Something I learned at the hack night tonight is that in New York City, empty stations tend to cluster together (you can see a pretty good visualization here). This got me thinking about two things.
Assuming that you believe that rebalancing is necessary and the correct thing to do(more on that later), let’s think for a bit about some of the constraints around it, and how I think you might want to design an optimal system. Any rebalancing regime is going to be constrained necessarily by resources you have to actually move bikes around. However, you also have the built-in advantage of user mobility; people who are looking to rent bikes can easily walk to nearby station to find a bike.
To build an optimal system, what you could do is combine the heat mapping, which shows where current bike “deserts” are located, and also where the “oases” are with some of the preditive modeling that the DSSG group has been building. You could scrape down and store a historical dataset of bike use and then use or tweak some of the DSSG models to figure out over time where there might empty stations. Additionally, from the heat maps, you know stations tend to cluster into these deserts and oases.
Consider each particular desert. What you could do is write a clustering algorithm to cluster together like bike stations (from a geography and current fullness perspective), and then treat each cluster as a node graph. With that graph, then, you can use various centrality measures to figure out which stations you should prioritize in your rebalancing. If you were to then combine all of those elements together, you’d end up with a list of stations that you would want to repopulate first (because of their nearness to other nodes), and that would allow you to prioritze your limited resources for repopulation..

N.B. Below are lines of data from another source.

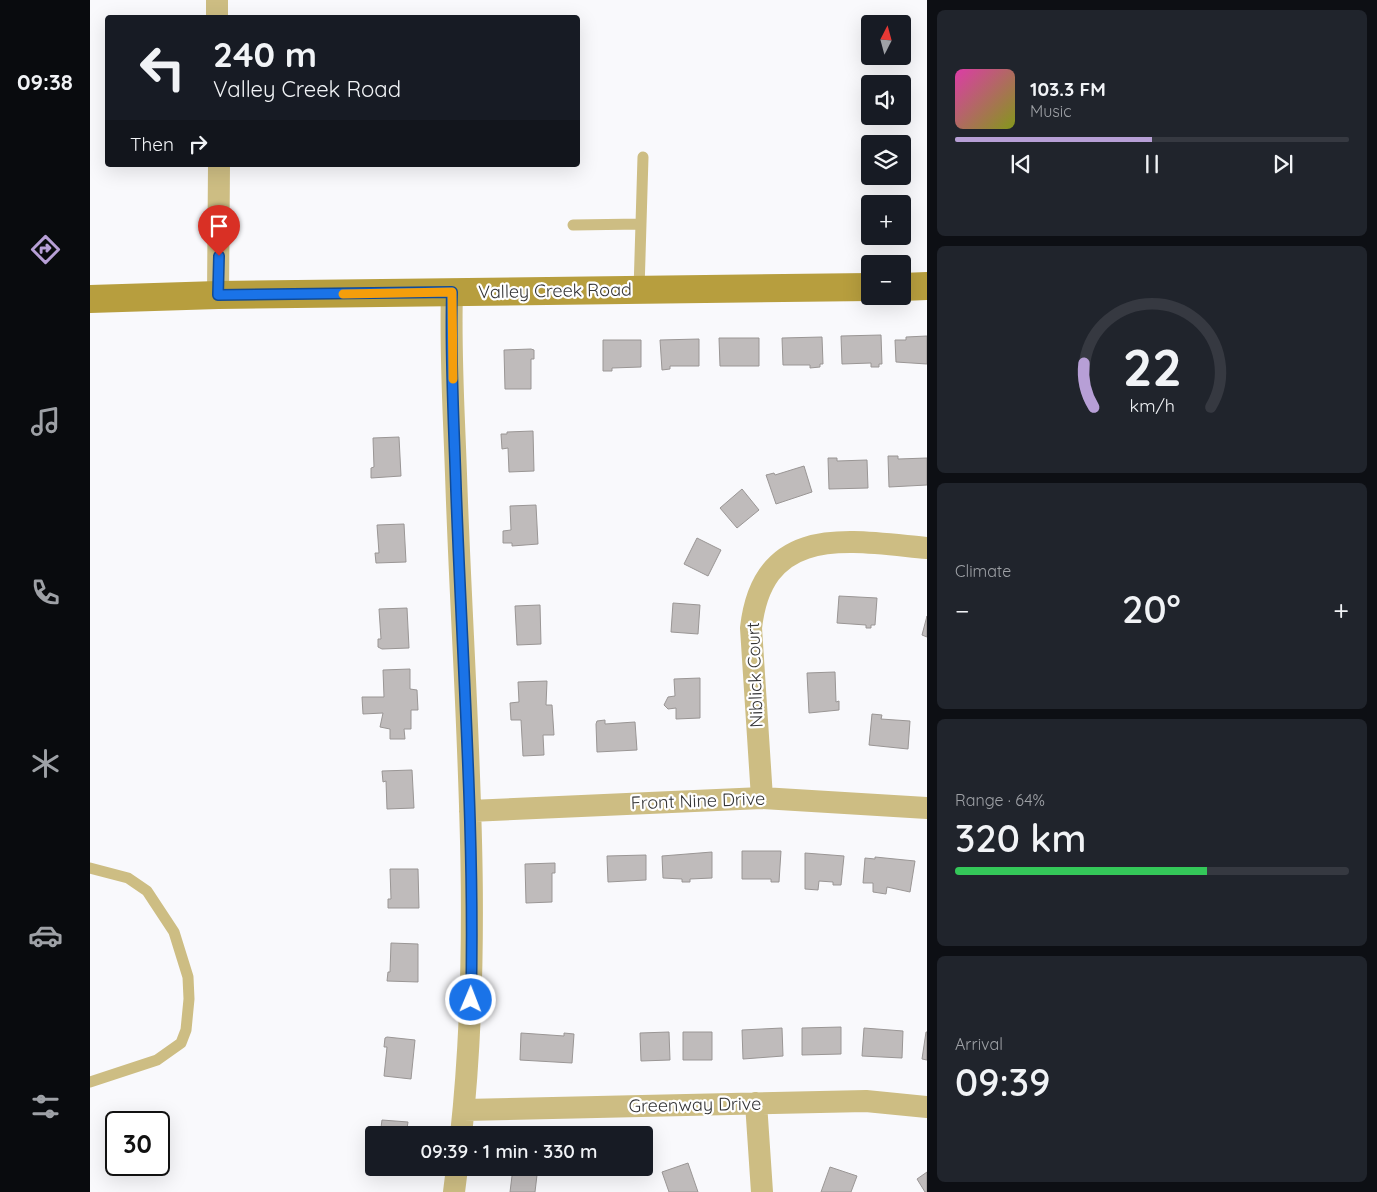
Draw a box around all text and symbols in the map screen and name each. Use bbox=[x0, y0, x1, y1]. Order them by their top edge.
north arrow bbox=[861, 15, 911, 65]
map controls bbox=[861, 15, 911, 305]
text: 240 m bbox=[213, 32, 317, 76]
icon: left bbox=[130, 35, 195, 100]
text: 09:38 bbox=[17, 68, 73, 96]
text: Valley Creek Road bbox=[213, 75, 401, 103]
button: sound bbox=[861, 75, 911, 125]
text: 103.3 FM bbox=[1030, 77, 1106, 101]
text: Music bbox=[1030, 101, 1072, 121]
icon: right bbox=[184, 130, 212, 158]
text: Then bbox=[130, 132, 174, 156]
button: layers bbox=[861, 135, 911, 185]
icon: previous bbox=[1007, 150, 1035, 178]
icon: pause bbox=[1138, 150, 1166, 178]
icon: next bbox=[1269, 150, 1297, 178]
button: + bbox=[861, 195, 911, 245]
pin bbox=[198, 205, 240, 256]
icon: arrive bbox=[205, 212, 233, 240]
icon: directions bbox=[28, 232, 63, 267]
button: − bbox=[861, 255, 911, 305]
street label: Valley Creek Road bbox=[478, 278, 632, 303]
text: 22 bbox=[1122, 334, 1182, 399]
text: km/h bbox=[1129, 394, 1175, 416]
icon: music bbox=[28, 404, 63, 439]
text: Climate bbox=[955, 561, 1011, 581]
icon: phone bbox=[28, 575, 63, 610]
text: 20° bbox=[1122, 585, 1181, 633]
text: − bbox=[955, 593, 970, 628]
text: + bbox=[1333, 593, 1349, 628]
street label: Niblick Court bbox=[741, 622, 768, 728]
icon: climate bbox=[28, 746, 63, 781]
street label: Front Nine Drive bbox=[630, 787, 766, 814]
text: Range · 64% bbox=[955, 790, 1045, 810]
text: 320 km bbox=[955, 814, 1086, 862]
icon: car bbox=[28, 918, 63, 953]
position arrow bbox=[444, 973, 496, 1025]
text: Arrival bbox=[955, 1034, 1003, 1054]
text: 09:39 bbox=[955, 1058, 1051, 1106]
icon: filters bbox=[28, 1089, 63, 1124]
street label: Greenway Drive bbox=[628, 1092, 762, 1117]
speed limit sign: 30 bbox=[105, 1111, 170, 1176]
text: 09:39 · 1 min · 330 m bbox=[420, 1139, 598, 1163]

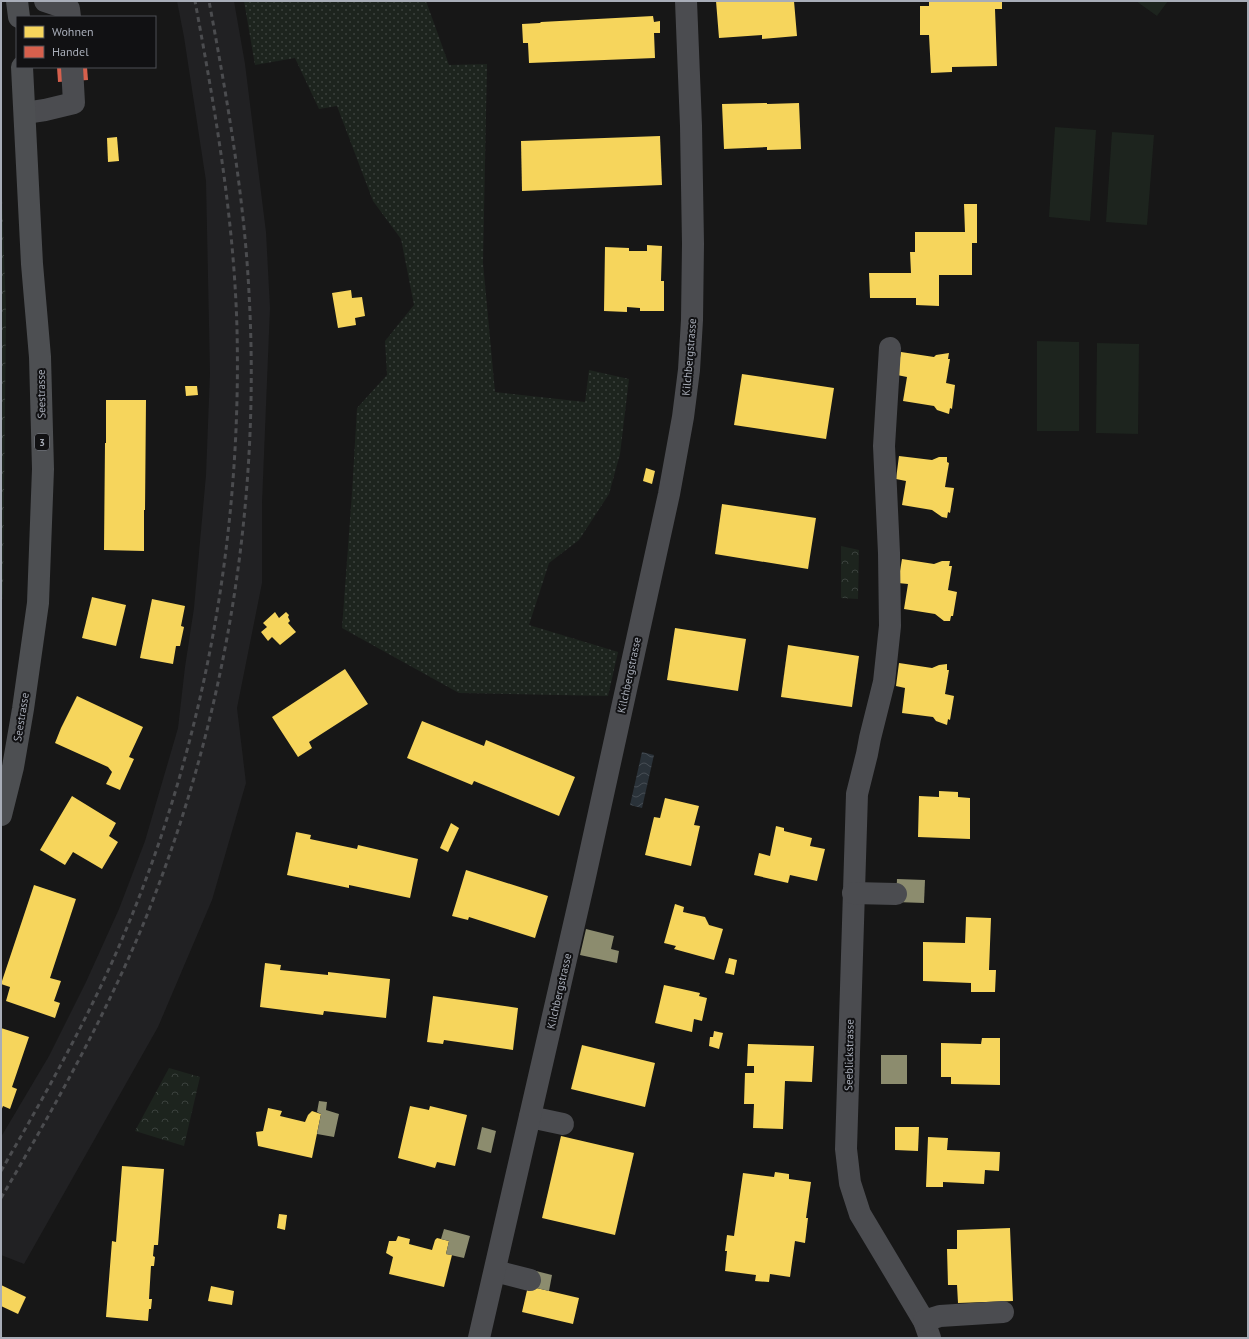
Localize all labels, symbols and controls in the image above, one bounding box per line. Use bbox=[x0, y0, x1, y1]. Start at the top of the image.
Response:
legend bbox=[16, 16, 156, 68]
text: Wohnen bbox=[52, 24, 94, 39]
text: Handel bbox=[52, 44, 89, 59]
street label: Kilchbergstrasse bbox=[679, 317, 699, 396]
street label: Seestrasse bbox=[34, 369, 48, 419]
road number: 3 bbox=[35, 434, 49, 450]
street label: Kilchbergstrasse bbox=[614, 635, 644, 714]
street label: Seestrasse bbox=[10, 691, 32, 742]
street label: Kilchbergstrasse bbox=[543, 951, 575, 1030]
street label: Seeblickstrasse bbox=[841, 1019, 857, 1091]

I think that the optimal scenario would likely be one where a user would be able to go to some webapp and be able to look a few views: not only would the current station status be available, but also the modeled station status for thirty minutes, one hour, and maybe two hours (on the outside) would be viewable as well. Additionally, the system would recommend which stations should be repopulated for the modeled view, and if it were to be incredibly fancy, perhaps the system could provide a ranking or ordering of nodes to repopulate.

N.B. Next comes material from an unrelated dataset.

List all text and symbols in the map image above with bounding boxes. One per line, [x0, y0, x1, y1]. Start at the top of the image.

One side note to consider while thinking about rebalancing is that it is entirely possible to rebalance too much. For example, in New York we’ve been able to observe some general trends – namely that people move the center and to downtown during the day and then move back out again at night. Given that we know this, it is probably the case that the optimal distribution of bikes is not one that would have the same number of bikes at every station. Instead, the system would have to account for the usage patterns that we already know. Of course, it’s difficult to say how people are really using the system in an unbiased sense, but it would be good not overcompensate too much, and to perhaps overbalance particular stations around rush hour.
In any case, I think this is a really interesting problem with a difficult solution. I’m not sure the one I’m proposing here is the best one, but I certainly think that there’s good work to be done. I’m going to start working on building some sort of script that builds out these desert/oasis nodes using the Citibike JSON feed, and will post updates as I go.